- Records shown:
-- -- --
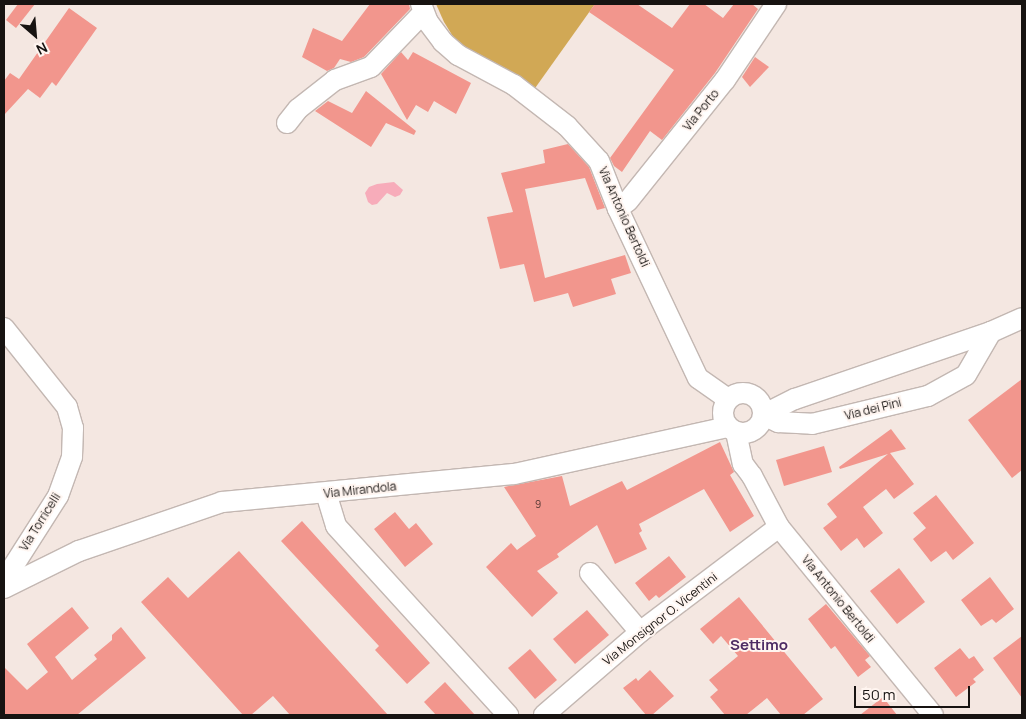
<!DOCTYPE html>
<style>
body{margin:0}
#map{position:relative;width:1026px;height:719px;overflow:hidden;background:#f4e7e1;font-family:Manrope,sans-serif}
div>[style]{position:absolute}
.forest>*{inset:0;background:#d1a855}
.water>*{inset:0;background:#f7acba}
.building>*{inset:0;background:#f2968d}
.roads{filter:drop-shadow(1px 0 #c3b7b2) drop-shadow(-1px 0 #c3b7b2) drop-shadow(0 1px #c3b7b2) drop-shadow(0 -1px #c3b7b2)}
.minor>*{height:20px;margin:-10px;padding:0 10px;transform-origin:10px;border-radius:10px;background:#fff}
.minor>.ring{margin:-10px;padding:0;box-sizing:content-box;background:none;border:20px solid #fff;border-radius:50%}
span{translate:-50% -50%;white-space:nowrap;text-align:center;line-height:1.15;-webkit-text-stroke:4px #fff5f0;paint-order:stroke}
.number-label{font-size:10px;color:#4e3430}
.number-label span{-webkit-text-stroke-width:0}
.street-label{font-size:12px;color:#171311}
.quarter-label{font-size:15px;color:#4e2c64;font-weight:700}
.frame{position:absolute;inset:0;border:5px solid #171311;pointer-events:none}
.north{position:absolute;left:10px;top:10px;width:50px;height:50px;-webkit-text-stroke:4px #fff5f0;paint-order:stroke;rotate:153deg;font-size:14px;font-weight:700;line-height:20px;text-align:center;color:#171311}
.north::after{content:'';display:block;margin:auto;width:18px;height:22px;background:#171311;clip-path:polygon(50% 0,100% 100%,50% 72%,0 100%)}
.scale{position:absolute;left:854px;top:686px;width:116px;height:22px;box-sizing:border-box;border:2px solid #171311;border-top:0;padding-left:6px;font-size:15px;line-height:18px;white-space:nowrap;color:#171311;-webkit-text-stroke:4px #fff5f0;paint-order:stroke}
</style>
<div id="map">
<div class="forest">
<i style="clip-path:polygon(436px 4px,595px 4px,533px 91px,457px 43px,444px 22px)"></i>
</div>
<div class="water">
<i style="clip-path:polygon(394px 182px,403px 190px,400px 195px,395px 197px,387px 193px,377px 204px,372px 205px,368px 202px,365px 193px,369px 187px,377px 184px)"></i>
</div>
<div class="building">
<i style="clip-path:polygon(18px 4px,35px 4px,16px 28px,6px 20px)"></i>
<i style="clip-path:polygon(370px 4px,409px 4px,410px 9px,364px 57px,351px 62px,340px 59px,334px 68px,327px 71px,302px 57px,313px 28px,342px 41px)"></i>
<i style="clip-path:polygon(595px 4px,637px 4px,672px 28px,690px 4px,704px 4px,723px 18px,734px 4px,752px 4px,758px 9px,715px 73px,662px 140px,650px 131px,622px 172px,614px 166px,610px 158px,674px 70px,589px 12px)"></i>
<i style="clip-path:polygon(69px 8px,97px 28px,56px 86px,52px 82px,40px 98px,28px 89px,4px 115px,4px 81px,10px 73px,19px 79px)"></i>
<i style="clip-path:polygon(401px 52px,408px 60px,413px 52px,471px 83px,456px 114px,434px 101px,428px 112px,416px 105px,407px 120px,381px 74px)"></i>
<i style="clip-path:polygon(755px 57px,769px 67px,750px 87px,742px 77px)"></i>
<i style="clip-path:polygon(366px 91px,416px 131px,414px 135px,386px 123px,371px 147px,315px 111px,328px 101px,352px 113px)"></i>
<i style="clip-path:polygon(568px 144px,589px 167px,605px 208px,597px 210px,585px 178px,525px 189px,545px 278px,625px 255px,631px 273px,611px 279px,616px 294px,573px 307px,568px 293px,534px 302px,524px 264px,500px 269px,487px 217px,513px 212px,501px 173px,545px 163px,543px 150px)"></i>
<i style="clip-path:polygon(1022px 379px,1022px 470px,1012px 478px,968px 420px)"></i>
<i style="clip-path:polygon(891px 429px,906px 449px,890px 453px,914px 484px,894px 499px,886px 489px,863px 507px,883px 533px,864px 548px,857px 538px,841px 551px,823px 528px,837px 517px,827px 504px,888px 454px,840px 469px,839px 467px)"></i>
<i style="clip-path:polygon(720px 442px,734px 472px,730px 475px,754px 516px,730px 532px,704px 489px,639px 524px,642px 531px,639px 533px,647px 549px,615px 564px,597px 525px,557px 554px,559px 557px,537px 571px,558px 593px,532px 617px,486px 567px,511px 543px,517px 550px,536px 536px,504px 487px,562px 476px,570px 506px,622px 481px,627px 490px)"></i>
<i style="clip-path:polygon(824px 446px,832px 472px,784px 486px,776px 460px)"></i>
<i style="clip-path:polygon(936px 495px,974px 543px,953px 560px,946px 551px,931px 562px,913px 539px,926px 528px,913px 513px)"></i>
<i style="clip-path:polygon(395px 512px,409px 529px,416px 523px,433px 544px,405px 567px,374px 529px)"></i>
<i style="clip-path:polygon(302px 521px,430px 663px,407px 684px,375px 650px,379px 646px,281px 541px)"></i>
<i style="clip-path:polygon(239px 551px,388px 715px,290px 715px,273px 696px,251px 715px,243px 715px,141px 602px,168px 577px,188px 598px)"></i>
<i style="clip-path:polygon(669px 556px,686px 577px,659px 598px,656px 595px,649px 601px,635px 583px)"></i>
<i style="clip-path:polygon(899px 568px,925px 602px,897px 624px,870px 591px)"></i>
<i style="clip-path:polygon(990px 577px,1014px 609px,996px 623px,992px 619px,981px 626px,961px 600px)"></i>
<i style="clip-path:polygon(739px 597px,823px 699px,803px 715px,781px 715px,767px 698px,746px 715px,725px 715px,710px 697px,718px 690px,709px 680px,738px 656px,721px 636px,713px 644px,700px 629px)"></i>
<i style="clip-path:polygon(826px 604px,870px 656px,865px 660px,871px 667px,858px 677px,835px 646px,831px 649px,808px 619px)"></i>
<i style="clip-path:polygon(72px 607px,89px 628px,55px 657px,72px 680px,97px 659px,94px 655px,112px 640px,112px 635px,121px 627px,146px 658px,77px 715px,4px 715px,4px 667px,27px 690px,48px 672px,27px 644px)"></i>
<i style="clip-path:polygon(587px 610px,609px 635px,575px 664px,553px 639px)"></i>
<i style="clip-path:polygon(1022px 636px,1022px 698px,993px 658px)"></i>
<i style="clip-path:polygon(960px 648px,969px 659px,974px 656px,984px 670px,973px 679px,976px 682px,956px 697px,934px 668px)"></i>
<i style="clip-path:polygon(530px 649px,557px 680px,535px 699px,508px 668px)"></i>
<i style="clip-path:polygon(650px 670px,674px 696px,652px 715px,646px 715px,623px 688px,636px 678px,638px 681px)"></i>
<i style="clip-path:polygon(445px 682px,475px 715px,436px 715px,424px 702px)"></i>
<i style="clip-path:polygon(883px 697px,897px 715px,860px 715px)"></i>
</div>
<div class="roads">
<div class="minor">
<i style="left:421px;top:4px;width:19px;rotate:69deg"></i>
<i style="left:428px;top:22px;width:25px;rotate:53deg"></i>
<i style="left:443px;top:42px;width:20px;rotate:41deg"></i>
<i style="left:458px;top:55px;width:64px;rotate:28.2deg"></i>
<i style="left:514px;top:85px;width:67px;rotate:37.7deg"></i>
<i style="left:567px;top:126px;width:47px;rotate:47.6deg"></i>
<i style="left:599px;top:161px;width:52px;rotate:68.4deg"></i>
<i style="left:618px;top:209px;width:187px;rotate:64.7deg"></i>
<i style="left:698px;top:378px;width:37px;rotate:35deg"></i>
<i style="left:287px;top:123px;width:18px;rotate:-52deg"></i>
<i style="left:298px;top:109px;width:47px;rotate:-38.1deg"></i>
<i style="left:335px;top:80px;width:38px;rotate:-20deg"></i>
<i style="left:371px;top:67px;width:76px;rotate:-46.1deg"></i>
<i style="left:618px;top:209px;width:13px;rotate:-39deg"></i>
<i style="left:628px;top:201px;width:155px;rotate:-51.3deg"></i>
<i style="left:725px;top:80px;width:92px;rotate:-56.1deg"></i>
<i style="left:4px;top:328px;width:101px;rotate:51.4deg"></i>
<i style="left:67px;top:407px;width:22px;rotate:74deg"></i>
<i style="left:73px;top:428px;width:29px;rotate:92deg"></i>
<i style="left:72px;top:457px;width:41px;rotate:109.7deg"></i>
<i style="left:58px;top:496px;width:91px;rotate:122.5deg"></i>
<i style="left:9px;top:573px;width:14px;rotate:102deg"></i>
<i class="ring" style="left:723px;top:393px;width:20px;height:20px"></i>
<i style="left:763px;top:415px;width:36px;rotate:-27deg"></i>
<i style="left:795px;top:399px;width:207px;rotate:-18.9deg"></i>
<i style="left:991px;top:332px;width:34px;rotate:-24deg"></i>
<i style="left:763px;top:415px;width:17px;rotate:25deg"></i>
<i style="left:778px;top:422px;width:34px;rotate:3deg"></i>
<i style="left:812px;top:424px;width:119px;rotate:-13.6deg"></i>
<i style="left:928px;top:396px;width:43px;rotate:-28.9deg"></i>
<i style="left:966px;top:375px;width:50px;rotate:-59.8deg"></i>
<i style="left:736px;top:432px;width:33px;rotate:78deg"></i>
<i style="left:743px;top:464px;width:15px;rotate:53deg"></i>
<i style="left:752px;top:476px;width:58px;rotate:62.1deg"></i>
<i style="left:779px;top:527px;width:243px;rotate:50.7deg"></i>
<i style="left:326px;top:493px;width:34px;rotate:73deg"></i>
<i style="left:336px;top:526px;width:256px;rotate:47.7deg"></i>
<i style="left:590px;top:573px;width:77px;rotate:49.7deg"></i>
<i style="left:4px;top:588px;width:84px;rotate:-26.3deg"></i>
<i style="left:79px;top:551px;width:151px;rotate:-18.9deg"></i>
<i style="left:222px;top:502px;width:293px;rotate:-5.5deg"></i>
<i style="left:514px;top:474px;width:219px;rotate:-12.4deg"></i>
<i style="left:544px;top:715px;width:127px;rotate:-40.8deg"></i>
<i style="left:640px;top:632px;width:174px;rotate:-37.1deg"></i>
</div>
</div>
<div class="number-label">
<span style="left:538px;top:505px">9</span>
</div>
<div class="street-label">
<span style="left:701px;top:110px;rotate:-51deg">Via Porto</span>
<span style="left:624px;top:217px;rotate:66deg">Via Antonio Bertoldi</span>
<span style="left:873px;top:409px;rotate:-14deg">Via dei Pini</span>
<span style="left:360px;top:490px;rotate:-6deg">Via Mirandola</span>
<span style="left:40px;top:522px;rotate:-58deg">Via Torricelli</span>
<span style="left:838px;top:599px;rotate:51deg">Via Antonio Bertoldi</span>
<span style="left:660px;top:619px;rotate:-38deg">Via Monsignor O. Vicentini</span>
</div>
<div class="quarter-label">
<span style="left:759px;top:645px">Settimo</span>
</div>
<div class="frame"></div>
<div class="north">N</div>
<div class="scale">50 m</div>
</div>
-- -- --
If a line comes after the line with "0 #c3b7b2) drop-shadow(-1px", it stays out; print exactly every line from the start of the entries up to and including that line, but no pictures.

<!DOCTYPE html>
<style>
body{margin:0}
#map{position:relative;width:1026px;height:719px;overflow:hidden;background:#f4e7e1;font-family:Manrope,sans-serif}
div>[style]{position:absolute}
.forest>*{inset:0;background:#d1a855}
.water>*{inset:0;background:#f7acba}
.building>*{inset:0;background:#f2968d}
.roads{filter:drop-shadow(1px 0 #c3b7b2) drop-shadow(-1px 0 #c3b7b2) drop-shadow(0 1px #c3b7b2) drop-shadow(0 -1px #c3b7b2)}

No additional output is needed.